These Healthy Swaps Could Replace Your Cooking Oil

Whether you are baking, cooking, roasting, or frying, cooking oil is a common kitchen staple used to make many meals. It's no secret that some cooking oils are healthier than others (via WebMD). Some of the best choices include olive oil and avocado oil. But what if you could cook without oil altogether? There are several alternatives that can replace cooking oils, even the healthier ones.

According to Healthline, suitable substitutes for cooking oil include mashed or pureed fruit like bananas and apples. These options are commonly used in baked goods and can be swapped using the same ratios as you would with oil. Some dairy products are also a healthy switch, including yogurt and sour cream (per Delish).

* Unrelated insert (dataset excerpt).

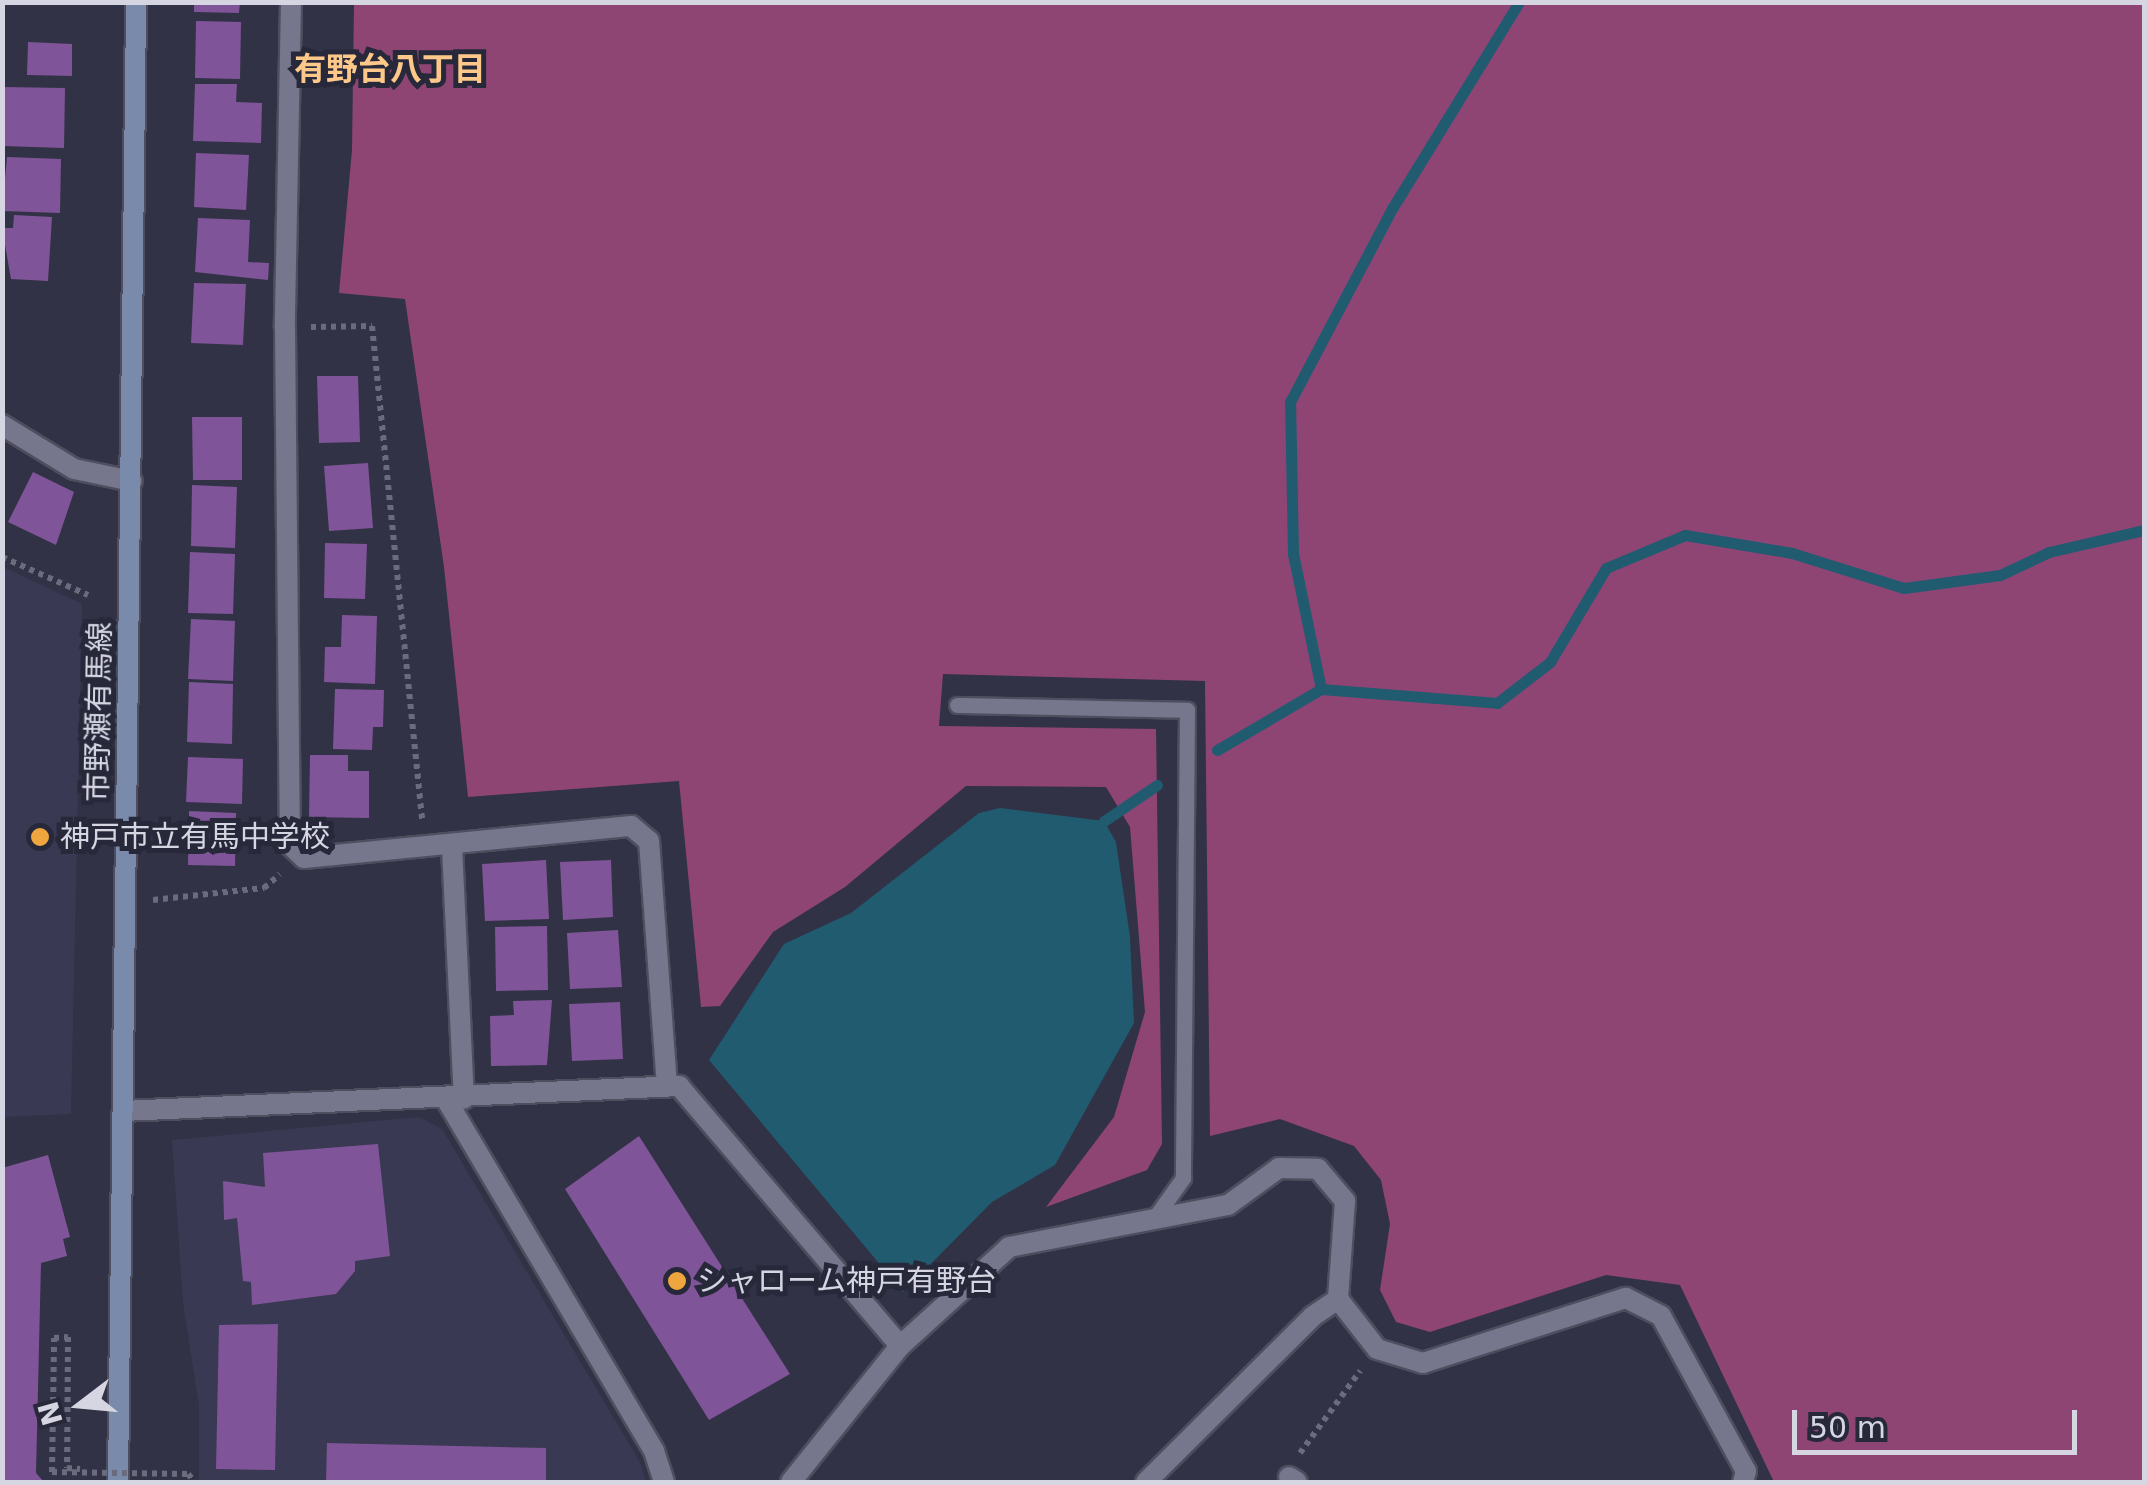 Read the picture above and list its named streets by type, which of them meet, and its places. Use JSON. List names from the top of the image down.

If you're dairy-free, consider a vegan option like soft or silken tofu to add moisture (via Livestrong). Dr. Amy Shapiro, a registered dietitian, tells Livestrong, "Tofu is also a great choice for those with food or dairy allergies."

These substitutions can add nutrients and make your meal healthier.

Benefits of oil-free cooking

There are several reasons you may want to consider going oil-free. According to Healthline, the use of cooking oils has significantly increased in the last 100 years. While some cooking oils appear to be health-friendly, some experts are wary of the overconsumption of omega-6 fatty acids. According to the Mayo Clinic, omega-6 is a type of polyunsaturated fat. This is found in foods including vegetable oils, nuts, and seeds. It can safely be consumed in moderation, but too much of it might have harmful consequences, particularly when not balanced by omega-3 fatty acids. Decreasing oil consumption might reduce inflammation of the joints that leads to arthritis, according to Gift of Health, a non-profit co-founded by physicians Dr. Arjun Rayapudi and Dr. Shobha Rayapudi.

If going oil-free is not a realistic option, it ultimately comes down to the type of oil you choose to consume. The American Heart Association recommends olive, corn, canola, and sunflower oils, among others. Look for oils with no trans fats or partially hydrogenated oils, and no more than four grams of saturated fat per tablespoon.